__Information shown__.
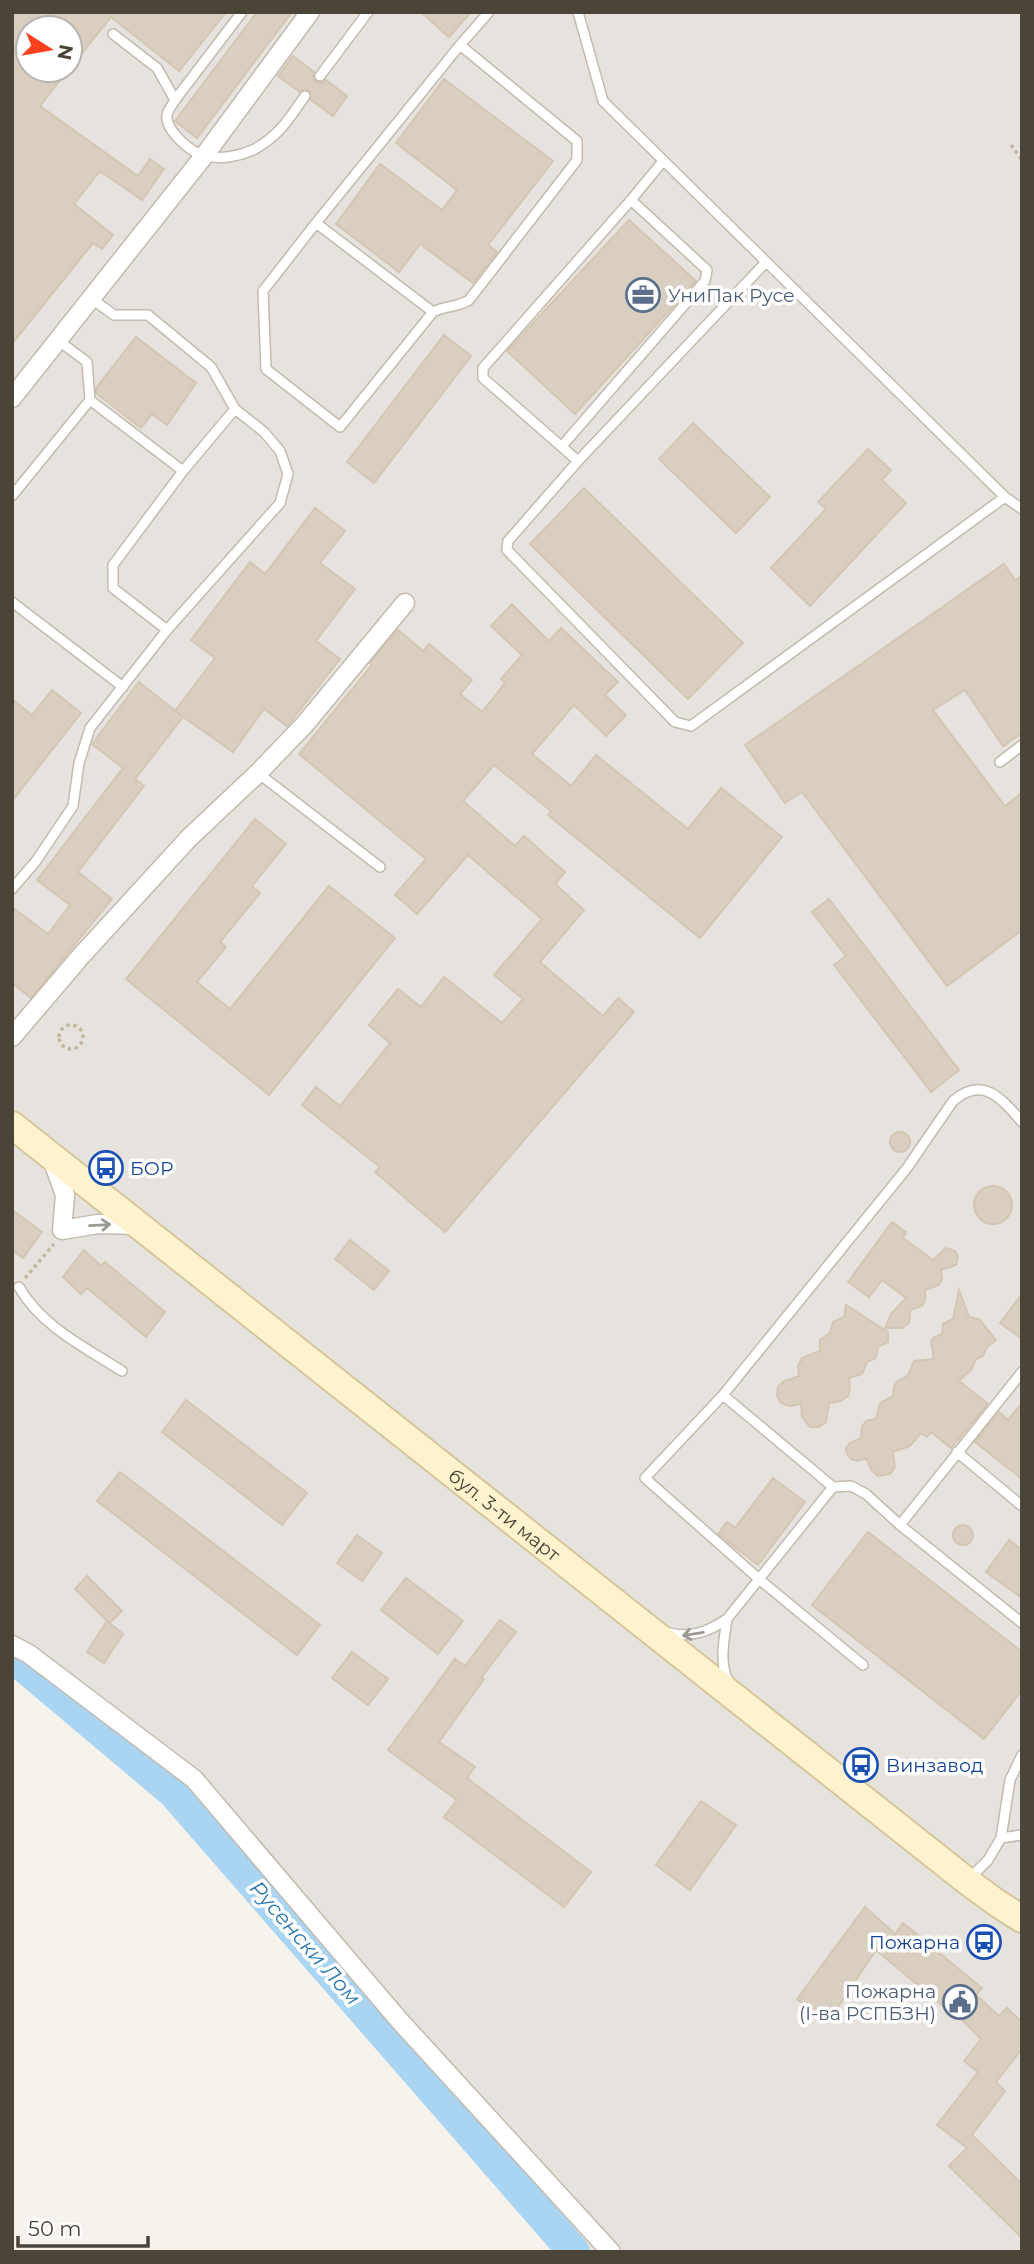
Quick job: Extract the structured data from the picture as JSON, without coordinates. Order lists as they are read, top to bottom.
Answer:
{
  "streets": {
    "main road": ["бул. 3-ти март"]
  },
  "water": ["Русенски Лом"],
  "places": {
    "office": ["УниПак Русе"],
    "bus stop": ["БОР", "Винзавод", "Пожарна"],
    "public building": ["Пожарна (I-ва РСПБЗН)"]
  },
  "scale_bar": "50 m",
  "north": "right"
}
---
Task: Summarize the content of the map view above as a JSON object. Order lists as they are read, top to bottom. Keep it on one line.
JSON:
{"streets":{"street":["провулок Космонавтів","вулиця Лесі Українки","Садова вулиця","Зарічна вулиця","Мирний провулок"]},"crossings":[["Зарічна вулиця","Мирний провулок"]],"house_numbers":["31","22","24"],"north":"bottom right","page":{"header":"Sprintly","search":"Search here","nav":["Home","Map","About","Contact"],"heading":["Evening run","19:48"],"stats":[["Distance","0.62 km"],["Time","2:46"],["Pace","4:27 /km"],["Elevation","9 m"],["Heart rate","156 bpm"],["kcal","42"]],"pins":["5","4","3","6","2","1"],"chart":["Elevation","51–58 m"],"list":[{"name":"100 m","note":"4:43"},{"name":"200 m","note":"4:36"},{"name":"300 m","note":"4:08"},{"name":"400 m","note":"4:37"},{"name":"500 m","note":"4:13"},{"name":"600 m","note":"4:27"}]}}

__What is being asked__.
Count how many lines above include the word "lists" and answer with that figure only.

__Final answer__.
2